Task description:
Copy out, from the entries below, each line holding the string "names".

═════ Provided entries ═════

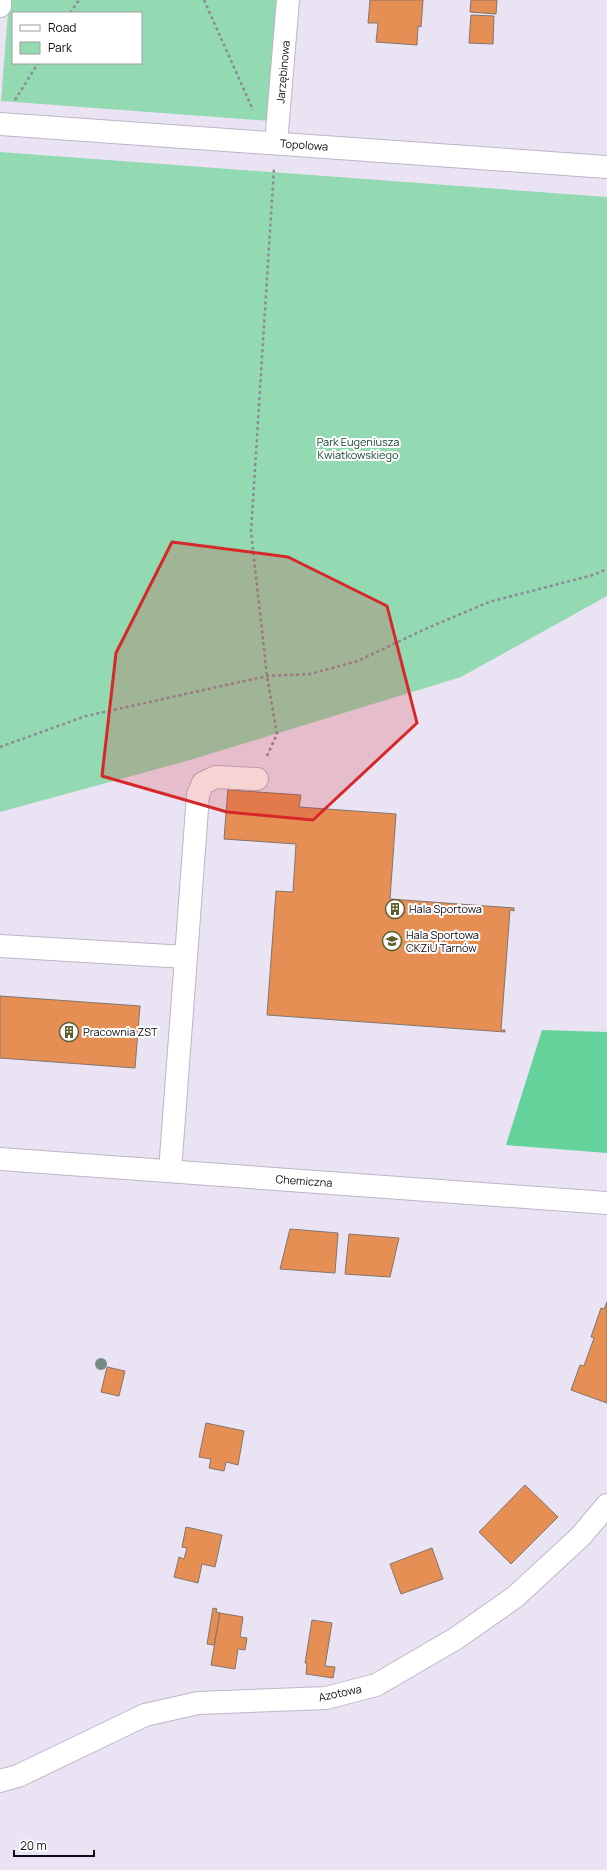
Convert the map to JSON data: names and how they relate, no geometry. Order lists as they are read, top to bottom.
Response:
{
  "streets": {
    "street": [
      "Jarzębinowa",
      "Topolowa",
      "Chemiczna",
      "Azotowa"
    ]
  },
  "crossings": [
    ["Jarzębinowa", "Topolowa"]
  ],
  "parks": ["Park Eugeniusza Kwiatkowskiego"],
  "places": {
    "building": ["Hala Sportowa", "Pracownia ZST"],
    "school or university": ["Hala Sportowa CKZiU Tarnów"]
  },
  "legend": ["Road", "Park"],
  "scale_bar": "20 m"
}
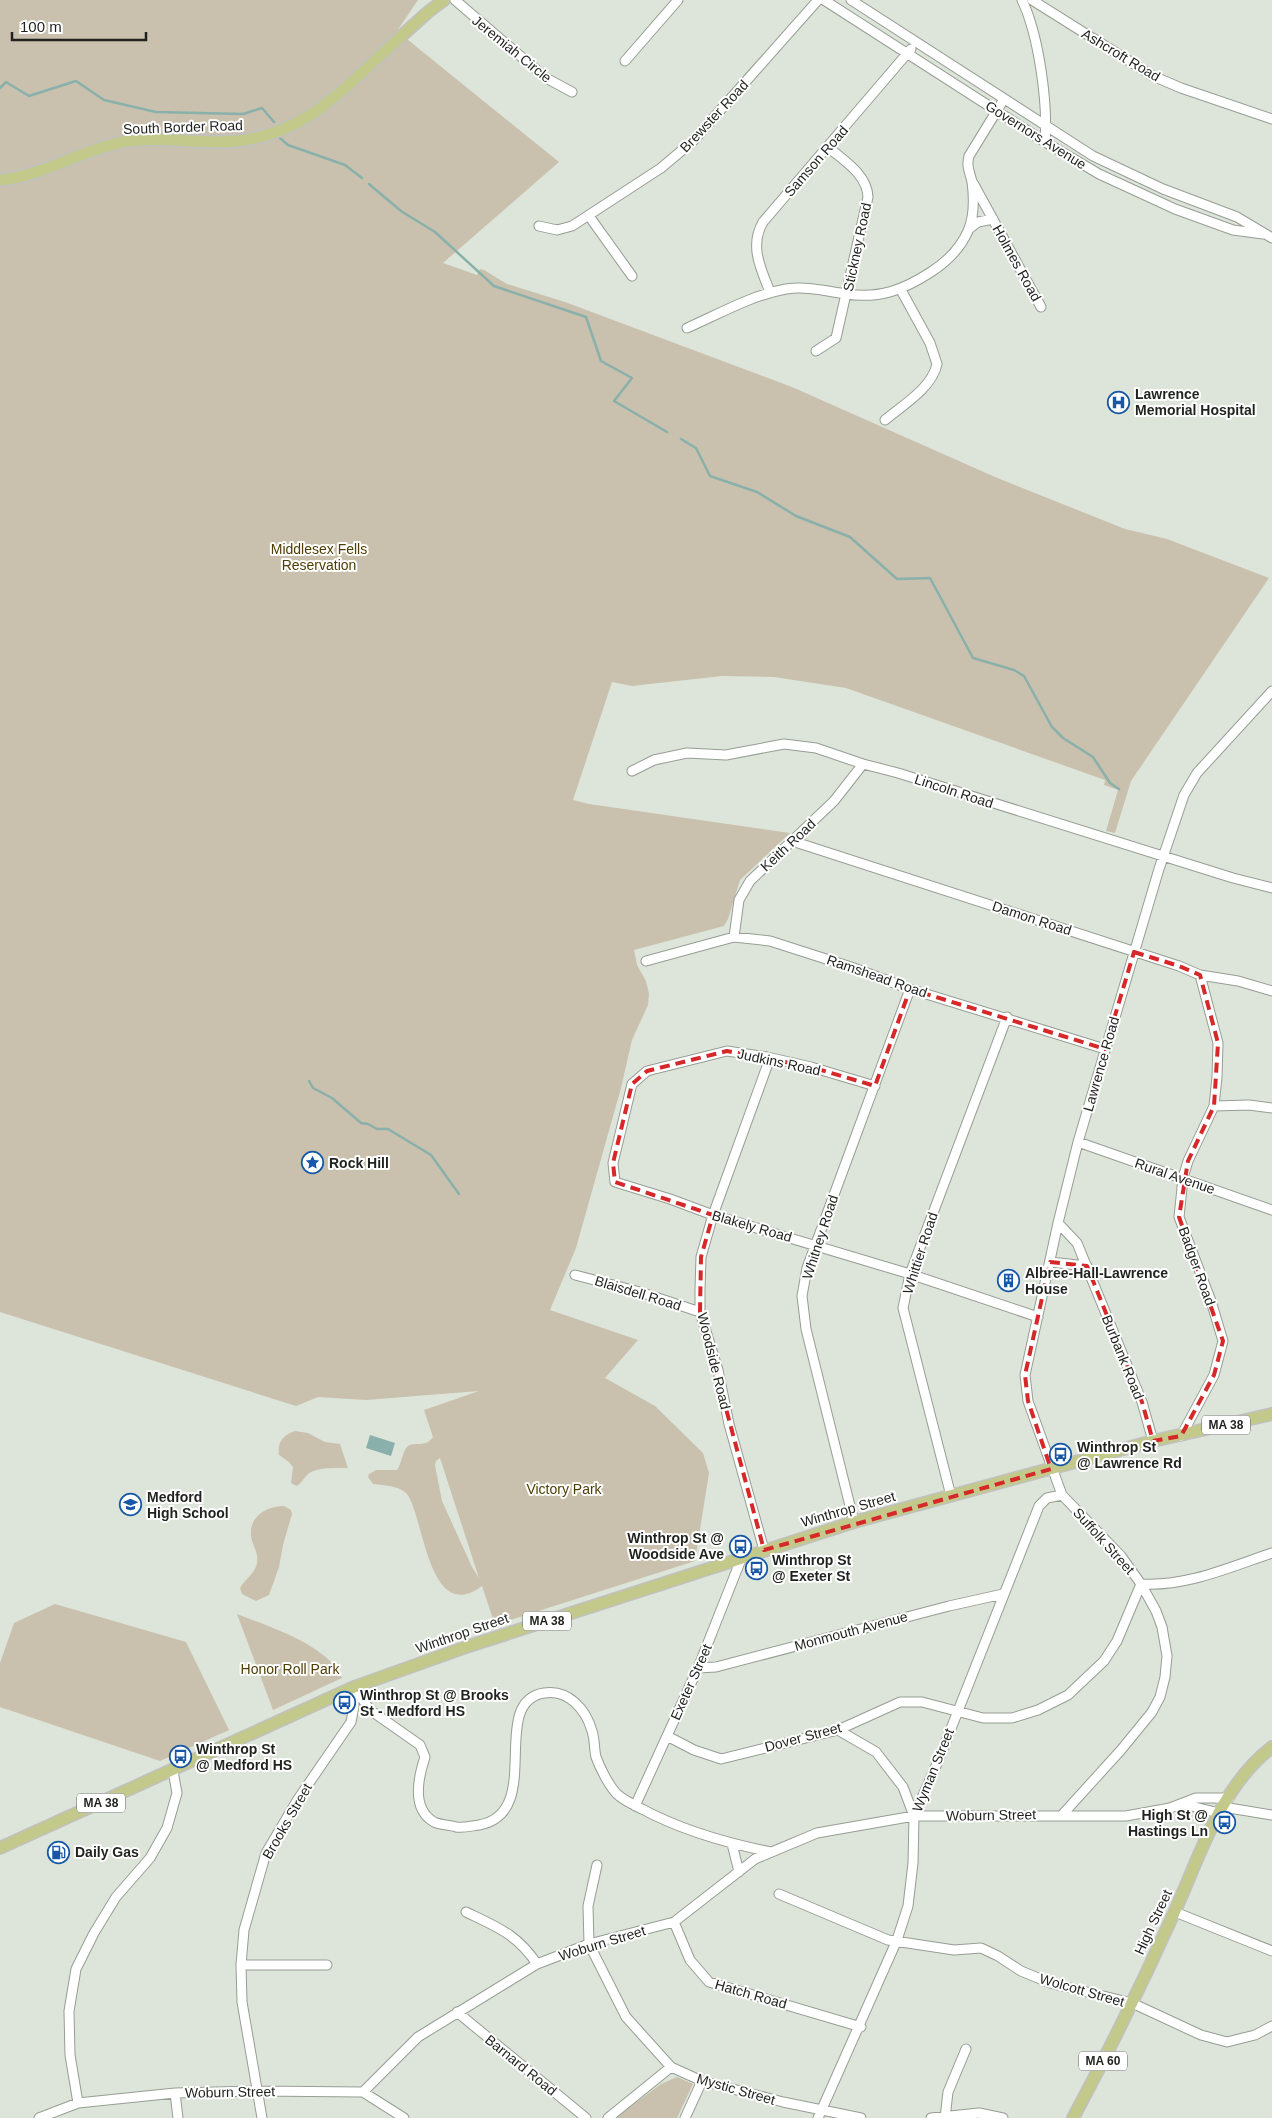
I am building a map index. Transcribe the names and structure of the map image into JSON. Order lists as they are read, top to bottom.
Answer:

═════
═════ Provided entries ═════

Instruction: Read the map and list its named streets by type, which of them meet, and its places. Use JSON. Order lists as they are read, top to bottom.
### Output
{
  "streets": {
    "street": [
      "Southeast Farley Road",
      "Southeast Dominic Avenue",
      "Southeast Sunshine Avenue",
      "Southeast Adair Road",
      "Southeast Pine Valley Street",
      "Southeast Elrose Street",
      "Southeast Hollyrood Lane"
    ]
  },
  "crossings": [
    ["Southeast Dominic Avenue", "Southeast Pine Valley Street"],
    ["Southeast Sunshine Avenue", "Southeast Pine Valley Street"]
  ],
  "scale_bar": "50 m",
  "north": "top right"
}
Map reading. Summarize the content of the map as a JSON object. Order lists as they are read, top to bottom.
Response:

═════

Solution to this exercise:
Convert the map to JSON data: names and how they relate, no geometry. Order lists as they are read, top to bottom.
I am building a map index. Transcribe the names and structure of the map image into JSON. Order lists as they are read, top to bottom.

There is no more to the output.